C'est un peu comme si j'annonçais solennellement à mes étudiants que je les lâcherai l'heure, et que je terminais une heure en retard. Dans cette dernière heure, même si je faisais le cours le plus brillant, ils ne m'écouteraient pas du tout. Si en plus je les invitais à prendre leur responsabilité par rapport à leur éducation juridique en étant plus attentifs, je prendrais sans doute des tomates dans la figure...

Ecrit par : MS | 01.04.2006

Je pense que si le discours de notre Président adoré était si ambigu et contradictoire sur le plan juridique c'est parce que sa marge de manoeuvre était restreinte. Il ne pouvait désavouer publiquement son gouvernement mais il ne pouvait non plus rester indifférent face à une telle crise.

PS: je désespére de ne pouvoir reprendre le chemin de la fac!

Ecrit par : ninous | 01.04.2006

@ Ninous


"Il ne pouvait désavouer publiquement son gouvernement mais il ne pouvait non plus rester indifférent face à une telle crise."

Si, il le pouvait, il y a eu des précédents. S'il ne l'a pas fait, je reste persuadé que c'est pour laisser De Villepin dans la course face au n° 1 de l'UMP.

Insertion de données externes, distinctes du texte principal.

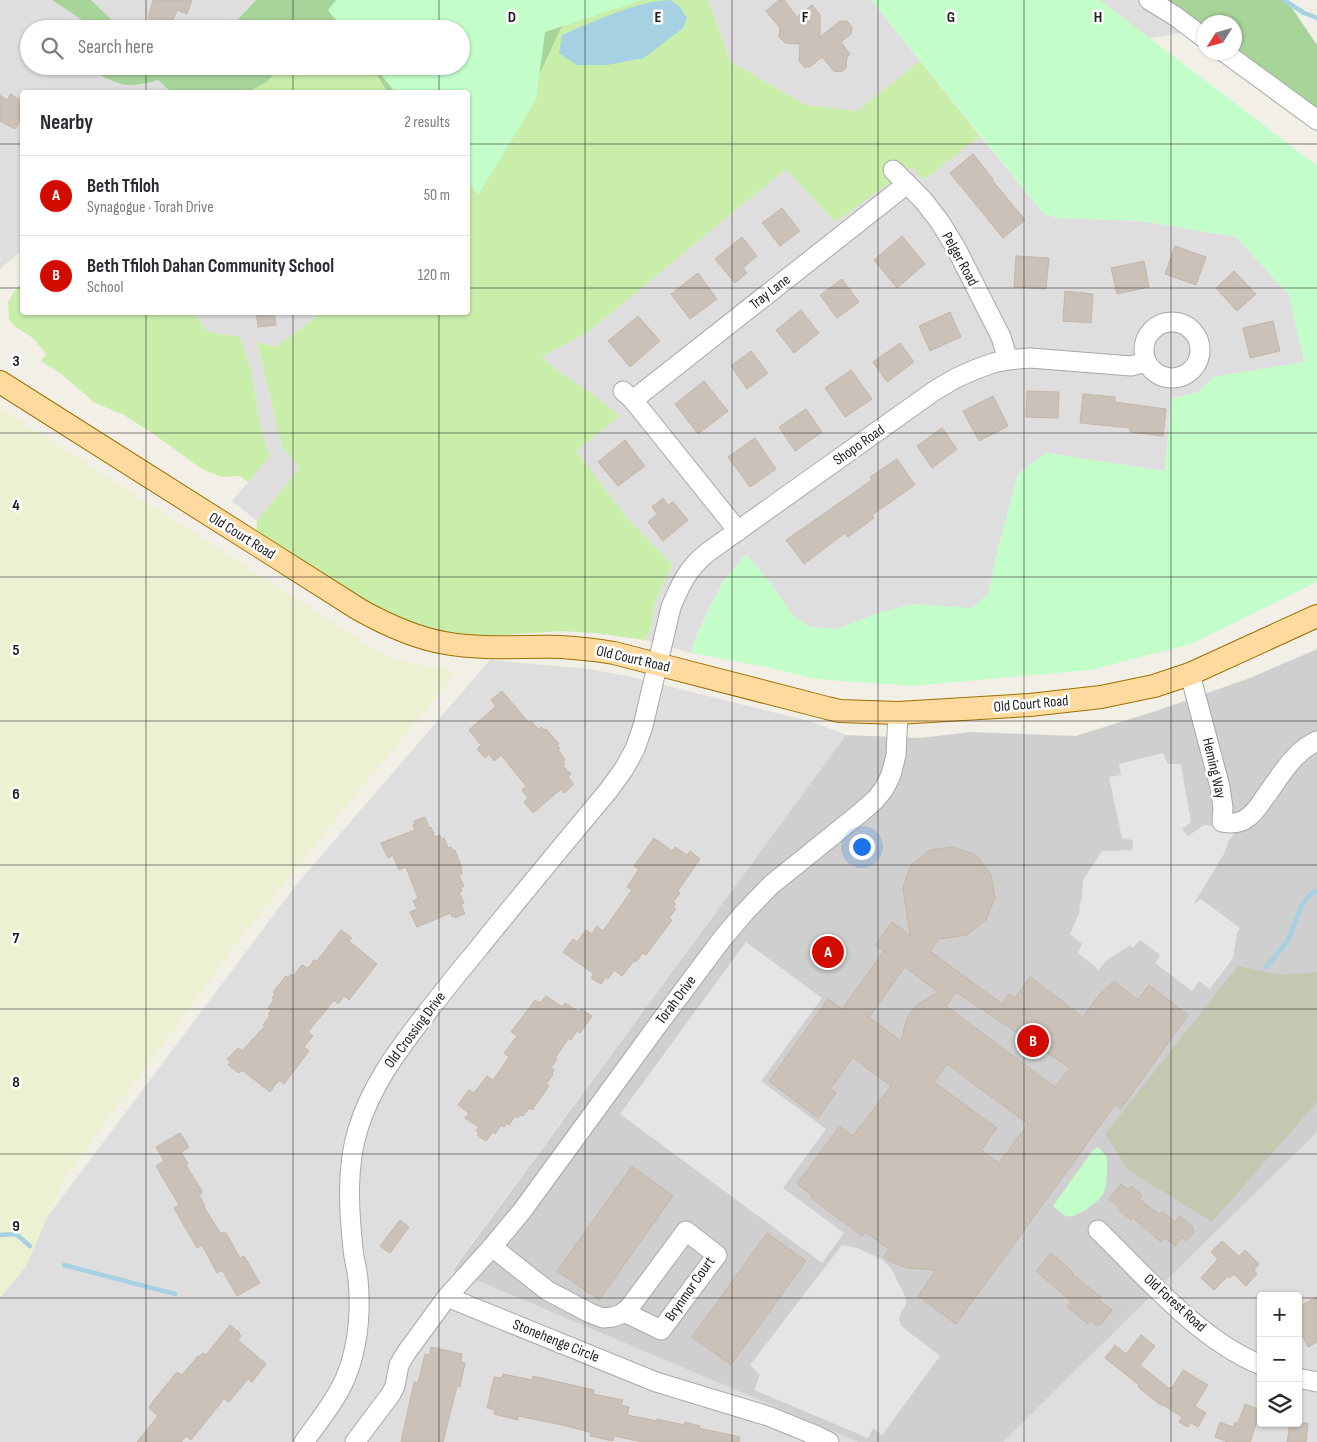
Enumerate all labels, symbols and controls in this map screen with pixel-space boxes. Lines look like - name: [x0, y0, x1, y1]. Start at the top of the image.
- text: D: [508, 8, 516, 27]
- text: E: [655, 8, 662, 27]
- text: F: [802, 8, 809, 27]
- text: G: [947, 8, 955, 27]
- text: H: [1094, 8, 1102, 27]
- north arrow: [1197, 15, 1242, 60]
- search box: [20, 20, 470, 75]
- icon: search: [38, 34, 66, 62]
- text: Search here: [78, 36, 154, 59]
- text: Nearby: [40, 110, 93, 135]
- text: 2 results: [404, 113, 450, 132]
- text: Beth Tfiloh: [87, 175, 160, 198]
- text: A: [52, 186, 60, 205]
- text: 50 m: [424, 186, 450, 205]
- text: Synagogue · Torah Drive: [87, 198, 214, 217]
- street label: Pelger Road: [937, 229, 983, 289]
- text: Beth Tfiloh Dahan Community School: [87, 255, 334, 278]
- text: B: [52, 266, 60, 285]
- text: 120 m: [418, 266, 450, 285]
- street label: Tray Lane: [746, 270, 794, 314]
- text: School: [87, 278, 123, 297]
- text: 3: [12, 352, 20, 371]
- street label: Shopo Road: [829, 420, 889, 470]
- text: 4: [12, 496, 20, 515]
- street label: Old Court Road: [205, 508, 279, 564]
- text: 5: [12, 641, 20, 660]
- street label: Old Court Road: [594, 641, 672, 677]
- street label: Old Court Road: [993, 691, 1069, 717]
- street label: Heming Way: [1198, 736, 1230, 800]
- text: 6: [12, 785, 20, 804]
- your location: [849, 834, 875, 860]
- text: 7: [13, 929, 20, 948]
- pin: A: [812, 933, 844, 971]
- street label: Torah Drive: [652, 972, 700, 1028]
- street label: Old Crossing Drive: [380, 988, 450, 1072]
- pin: B: [1017, 1022, 1049, 1060]
- text: 8: [12, 1073, 20, 1092]
- text: 9: [12, 1217, 20, 1236]
- street label: Brynmor Court: [661, 1253, 719, 1325]
- street label: Old Forest Road: [1140, 1270, 1210, 1336]
- map controls: [1257, 1292, 1302, 1427]
- button: +: [1257, 1292, 1302, 1337]
- street label: Stonehenge Circle: [510, 1315, 602, 1367]
- button: −: [1257, 1337, 1302, 1382]
- button: layers: [1257, 1382, 1302, 1427]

Ecrit par : Zac | 01.04.2006

Les "mesures pratiques" prises par le gouvernement et destinées à empêcher l'application de la loi promulguée (ai-je vraiement pu écrire une phrase pareille?) sont, semble-t-il, de deux ordres :
1°) D'une part, aucun contrat type ne sera rédigé : le chef d'entreprise plaisantin pourra néanmoins s'inspirer des formules de CNE...Qu'adviendra-t-il des contrats signés : j'espère que les parlementaires auront l'idée de se pencher sur cette question. Si les mesures "d'inapplication" sont seulement d'ordre pratique, cette question ne manquera pas de se poser.
2°) D'autre part, Jean-Louis Borloo, Ministre de l’Emploi, de la Cohésion sociale et du Logement, écrira aux chefs d'entreprise pour leur demander de ne signer aucun CPE : j'exprime ici ma sympathie à ce Ministre, chargé d'une si étrange mission....
Tout est perdu fors l'honneur, écrivais-je sous forme interrogative : la question ne se pose même plus.

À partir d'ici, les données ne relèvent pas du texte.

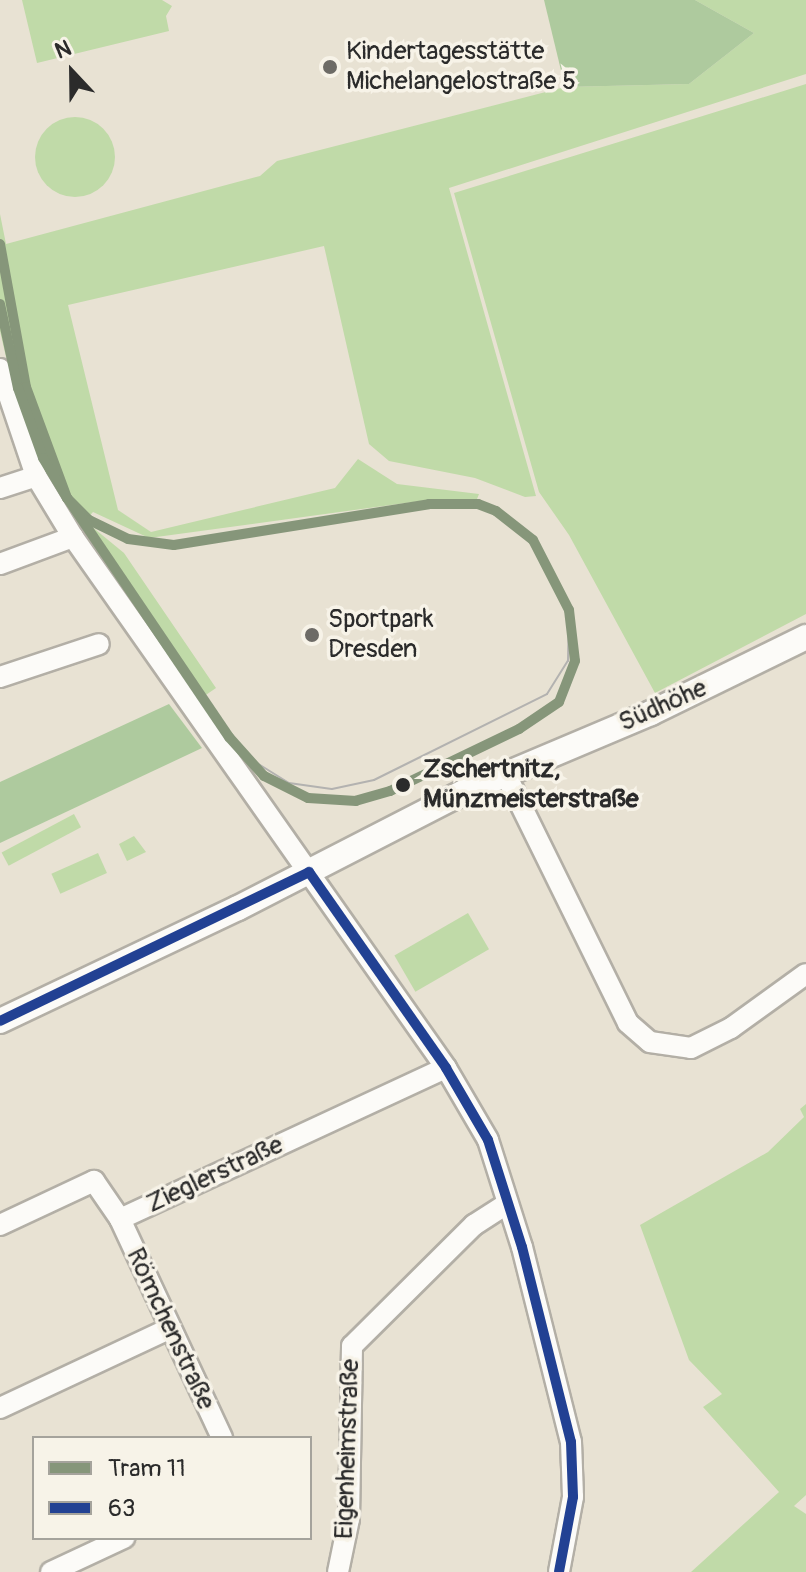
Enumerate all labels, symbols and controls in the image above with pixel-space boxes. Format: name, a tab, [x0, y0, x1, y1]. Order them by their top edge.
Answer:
north arrow	[32, 32, 112, 112]
text: N	[51, 34, 75, 66]
place label: Kindertagesstätte Michelangelostraße 5	[346, 36, 576, 98]
marker: Kindertagesstätte Michelangelostraße 5	[321, 58, 339, 76]
place label: Sportpark Dresden	[328, 604, 434, 666]
marker: Sportpark Dresden	[303, 626, 321, 644]
street label: Südhöhe	[614, 673, 712, 739]
place label: Zschertnitz, Münzmeisterstraße	[423, 754, 639, 816]
marker: Zschertnitz, Münzmeisterstraße	[390, 772, 416, 798]
street label: Zieglerstraße	[142, 1130, 288, 1220]
street label: Römchenstraße	[119, 1243, 221, 1415]
street label: Eigenheimstraße	[329, 1358, 367, 1540]
legend	[32, 1436, 312, 1540]
text: Tram 11	[108, 1454, 186, 1483]
text: 63	[108, 1494, 135, 1523]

Ecrit par : Dimitri Houtcieff | 03.04.2006

quelque chose m'échappe.
je viens d'apprendre avec stupéfaction qu'en fait, la décision du conseil constitutionnel ne validait pas complètement la loi. deux articles du projet sont contraires à la constitution, donc
la loi elle-même est inconstitutionnelle.
comment peut-elle donc être promulguée, elle ne doit repasser ipso facto devant le parlement en ce cas ?

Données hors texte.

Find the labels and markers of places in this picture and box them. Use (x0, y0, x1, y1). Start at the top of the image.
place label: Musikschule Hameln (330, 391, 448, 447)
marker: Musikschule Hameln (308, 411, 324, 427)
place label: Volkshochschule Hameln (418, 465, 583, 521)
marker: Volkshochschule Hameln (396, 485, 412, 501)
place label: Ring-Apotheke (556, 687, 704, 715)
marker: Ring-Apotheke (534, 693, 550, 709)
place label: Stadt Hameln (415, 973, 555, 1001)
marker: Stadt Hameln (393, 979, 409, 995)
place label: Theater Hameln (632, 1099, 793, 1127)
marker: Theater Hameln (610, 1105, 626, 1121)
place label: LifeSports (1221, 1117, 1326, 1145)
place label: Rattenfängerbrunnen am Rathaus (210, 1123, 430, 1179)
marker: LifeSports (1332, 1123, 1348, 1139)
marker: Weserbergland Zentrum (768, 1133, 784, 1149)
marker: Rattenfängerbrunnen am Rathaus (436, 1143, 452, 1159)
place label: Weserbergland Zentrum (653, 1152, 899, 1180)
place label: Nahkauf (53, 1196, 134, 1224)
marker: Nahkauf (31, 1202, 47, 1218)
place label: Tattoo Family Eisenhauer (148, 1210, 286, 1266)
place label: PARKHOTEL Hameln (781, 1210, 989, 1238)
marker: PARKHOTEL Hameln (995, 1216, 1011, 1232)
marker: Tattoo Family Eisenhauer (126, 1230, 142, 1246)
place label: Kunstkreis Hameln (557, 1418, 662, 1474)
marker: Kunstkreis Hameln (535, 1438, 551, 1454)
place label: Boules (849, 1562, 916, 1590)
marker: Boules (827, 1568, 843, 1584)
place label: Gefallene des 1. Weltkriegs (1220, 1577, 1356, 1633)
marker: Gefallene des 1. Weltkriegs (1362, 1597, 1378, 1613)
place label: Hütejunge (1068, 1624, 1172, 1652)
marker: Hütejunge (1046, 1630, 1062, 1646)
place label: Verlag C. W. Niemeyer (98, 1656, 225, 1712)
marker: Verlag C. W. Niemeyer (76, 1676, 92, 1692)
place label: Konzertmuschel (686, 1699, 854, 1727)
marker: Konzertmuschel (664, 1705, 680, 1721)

http://www.conseil-constitutionnel.fr/decision/2006/2006535/2006535dc.pdf

Ecrit par : madiot | 03.04.2006

Après avoir lu la déclaration de Roger-Gérard Schwartzenberg, je ne résiste pas à reproduire les articles suivants extraits du Code pénal.

Article 432-1:
Le fait, par une personne dépositaire de l'autorité publique, agissant dans l'exercice de ses fonctions, de prendre des mesures destinées à faire échec à l'exécution de la loi est puni de cinq ans d'emprisonnement et de 75000 euros d'amende.

Article 432-2
L'infraction prévue à l'article 432-1 est punie de dix ans d'emprisonnement et de 150000 euros d'amende si elle a été suivie d'effet.

Ecrit par : Dimitri Houtcieff | 03.04.2006

Cela dit, je crois bien, interprétation stricte oblige - et vieux souvenir de droit pénal sur l'élément matériel de l'infraction aidant - , qu'il faille une commission et non une simple abstention pour que ces textes puissent être mis en oeuvre. Le fait de ne pas proposer de "contrat type" ne devrait donc pas suffir...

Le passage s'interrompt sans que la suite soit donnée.